Northern Ireland foes edge toward sharing power

Two men from bitterly opposed parties are set to be tapped Friday as leaders of an interim government.

When the man who made a career out of saying "no" and "never" starts to say "maybe" and "possibly," it must mean progress.

For more than three decades, while Northern Ireland was engulfed by sectarian conflict that left more than 3,500 people dead, Ian Paisley was the trenchant voice of militant Protestants who said "no" to the 1998 peace process and "never" to the idea of breaking bread with the Irish republican Catholics of Sinn Fein.

But now, more than eight years after the Good Friday Agreement started the province's communities on a tortuous road to reconciliation, what was once unthinkable could be just around the corner.

Barring any last-minute setbacks, leaders of the two most popular parties are to be penciled in Friday as head and deputy head of an interim government under a new plan to revive self-government in Northern Ireland. That means Rev. Paisley working alongside a man who for 30 years has been a bitter enemy: Sinn Fein's Martin McGuinness.

Paisley heads the Democratic Unionist Party (DUP), hard-line Protestant unionists for whom British rule in Northern Ireland is an article of faith. They are diametrically opposed to Sinn Fein and its military wing, the Irish Republican Army, who want reunification with Ireland.

Getting the two working together in government would be a milestone, experts and politicians say, leaving no major factions outside the peace process. But there is also deep skepticism that it will prove durable.

"The deal could well be done and could get a government up and running, but how long would it last is another matter," says Henry Patterson, professor of politics at the University of Ulster in Belfast, Northern Ireland's capital. "Will you get a government that will sustain itself in the long-term based on two world views that blame the other side for every bad thing that ever happened in Northern Ireland?"

While another politics expert, Sydney Elliott at Queen's University in Belfast, affirms that getting the DUP on board is an achievement "and getting them to share power with Sinn Fein is an even bigger deal," he, too, is skeptical.

"It's very rare than you'll have an inclusive form of power-sharing," says Dr. Elliott, pointing out that there are few examples worldwide where this form of power-sharing produces stability.

The deal, drawn up at St. Andrew's, Scotland, last month, is a deftly choreographed Belfast political quadrille arranged by the British and Irish governments to get antagonists to dance in step. A series of conditions and deadlines were imposed to persuade the parties to sign up.
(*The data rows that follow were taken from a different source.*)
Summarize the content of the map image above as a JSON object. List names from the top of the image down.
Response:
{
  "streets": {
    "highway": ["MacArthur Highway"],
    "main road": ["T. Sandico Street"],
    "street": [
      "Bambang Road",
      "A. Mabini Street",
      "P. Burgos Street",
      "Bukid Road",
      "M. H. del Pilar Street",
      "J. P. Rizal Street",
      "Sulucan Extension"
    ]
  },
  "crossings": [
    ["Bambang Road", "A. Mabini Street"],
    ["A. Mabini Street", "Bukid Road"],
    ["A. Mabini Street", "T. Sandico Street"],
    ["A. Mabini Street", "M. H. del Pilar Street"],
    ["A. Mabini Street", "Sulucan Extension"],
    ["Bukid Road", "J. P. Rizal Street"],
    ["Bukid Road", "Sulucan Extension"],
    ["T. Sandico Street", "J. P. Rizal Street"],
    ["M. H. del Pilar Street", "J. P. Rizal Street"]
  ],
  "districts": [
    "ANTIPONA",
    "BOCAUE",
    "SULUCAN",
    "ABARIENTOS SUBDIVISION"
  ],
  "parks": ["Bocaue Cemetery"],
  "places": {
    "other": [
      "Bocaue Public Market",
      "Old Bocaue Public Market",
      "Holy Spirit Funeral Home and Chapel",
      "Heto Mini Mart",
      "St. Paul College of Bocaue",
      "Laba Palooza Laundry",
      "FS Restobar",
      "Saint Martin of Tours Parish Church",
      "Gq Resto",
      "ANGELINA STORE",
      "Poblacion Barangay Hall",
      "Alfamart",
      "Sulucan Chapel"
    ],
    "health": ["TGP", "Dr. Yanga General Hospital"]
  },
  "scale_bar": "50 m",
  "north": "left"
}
Friday, the parties are supposed to nominate their candidates for the interim government, which will work until January. Elections to the Stormont parliament in Belfast are slated for March, when a permanent power-sharing government will be installed, reviving self-rule after a hiatus of more than four years. The last power-sharing exercise fell apart in 2002 when a suspected IRA spy ring was unearthed at the Stormont assembly. An election victory in 2003 by the rejectionist DUP stalled progress. And suspicions about the weapons wielded by paramilitary groups, including the IRA, have persisted, even after the IRA's declaration last year that it was permanently abandoning military operations.

This time around, the mutual mistrust centers on policing. Before it can join the power-sharing fraternity, Sinn Fein is supposed to publicly endorse the province's police force, traditionally a Protestant bastion. It says it will not do so until a firm date is set for the transfer of policing and justice powers from London to Belfast.

The DUP is not pleased with this stand.

"In any democracy, surely a person who is going to be a minister in a democratic government should support the rule of law," says Jeffrey Donaldson, a DUP member of the British parliament. "Can you imagine President Bush having in his cabinet a minister who didn't support the police and courts and rule of law in the United States?"

Then there is public apathy, even antipathy, toward the laborious process and bickering politicians. Political discourse has become more strident since the more extreme parties – the DUP and Sinn Fein – became the biggest groups inside the peace process tent, notes Professor Patterson.

That's a turn off for most of Northern Ireland's 1.7 million people, who simply want normalized public life after decades of polarized political discourse. A recent poll found that a slim majority supported the St. Andrews deal, but that two-thirds were skeptical it would lead to the restoration of self-rule by a March 26 deadline. Less than half of the DUP supporters back the deal, meaning that Paisley will have a tough time bringing his party with him.

Some are concerned moreover that the power-sharing deal is divisive, not inclusive, rewarding factional politicians and solidifying the divisions between Protestants and Catholics. Political leaders will represent their narrow sectarian interest and do little to integrate the feuding communities, at great cost to the province, warns Ian Williamson of the Alliance Party, the only Northern Ireland party that works on behalf of both communities.

He points, for example, to the many towns who still maintain separate schools, leisure clubs, and other facilities for Protestant and Catholics, and estimates that this waste costs Northern Ireland £1 billion a year.

"We need more integrated schools, more mixed housing, more shared facilities and services," he says. "We would like to see genuine and stable power sharing, but the St. Andrews agreement delivers a sectarian carve-up. Power is divided as opposed to shared."